The class uses fun topics to learn basic scientific methods, such as forming and testing hypotheses, Minkema said. In last week’s lab, students tested theories about the shapes and functions of human genitalia by using sex toys, he said, and this week they’re testing theories about human mating habits by observing personal ads on Craigslist.

Biology teaching assistant Paul Nelson has known Cotner for three years, and he said part of what makes her class so successful is her enthusiasm and passion in both the topic and her students.

“She’s a fun, fun person. She’s very outgoing, very chatty, very uninhibited,” he said.

She’s also very open to trying out new ideas and breaking away from established structures, he said, which is one reason he chose to be a TA for her class.

Minkema said he’s glad he chose to take Cotner’s course for his biology credit, even if some of the labs made him uncomfortable.

“I asked the professor to play some Marvin Gaye to set the mood for that class,” he said. “And of course, she did.”

It’s not just about sex

Biology professor Randy Moore teaches Biology of the Galapagos with Cotner. It’s a summer class in which they take biology students to the Galapagos Islands to conduct observational research experiments.

When Moore started the class nine years ago, he said, everyone he approached to help him develop it told him it wouldn’t attract enough students and the trip would be too expensive.
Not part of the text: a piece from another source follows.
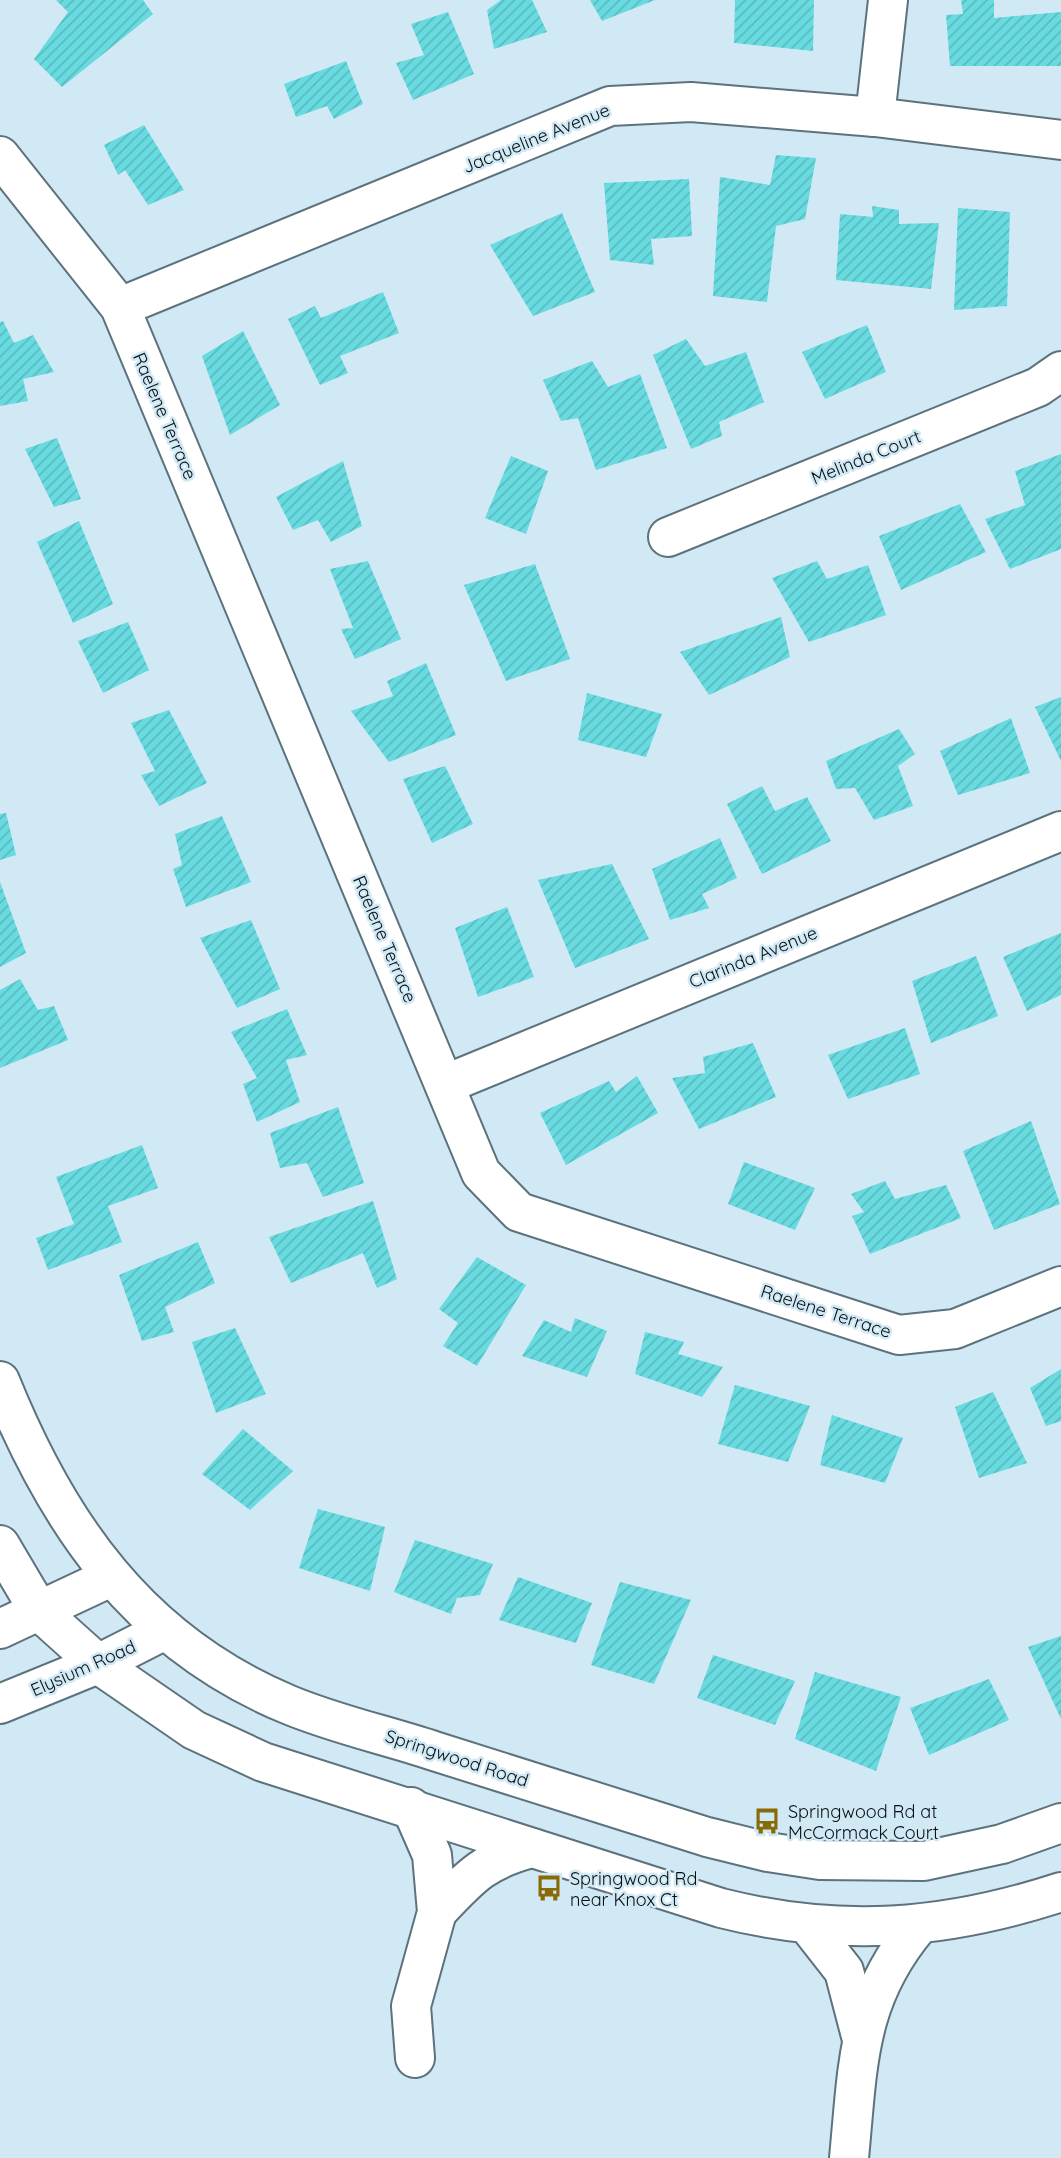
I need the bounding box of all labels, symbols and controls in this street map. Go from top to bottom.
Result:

But he said when he told Cotner about the idea, she simply said, “I’m in.” Now the class fills up within a few hours or days every year, Moore said.

Moore, who’s been at the University for 34 years, said Cotner is one of the most productive professors he’s worked with.

“What separates her from so many other people is her attitude that she just likes to get things done,” he said.

Cotner’s fellow ecology professor and husband, Jim Cotner, said he sometimes can’t believe how productive his wife is both on and off the job.

“It kind of blows me away how much she’s able to accomplish, not only professionally, but personally as well,” he said. “She’s not just a professor, but she has kids and is a good mom. She runs to keep in shape. It’s amazing.”

Editor’s note: Ehren Minkema previously worked at the Minnesota Daily in an unpaid marketing position. His job responsibilities fell outside the editorial department.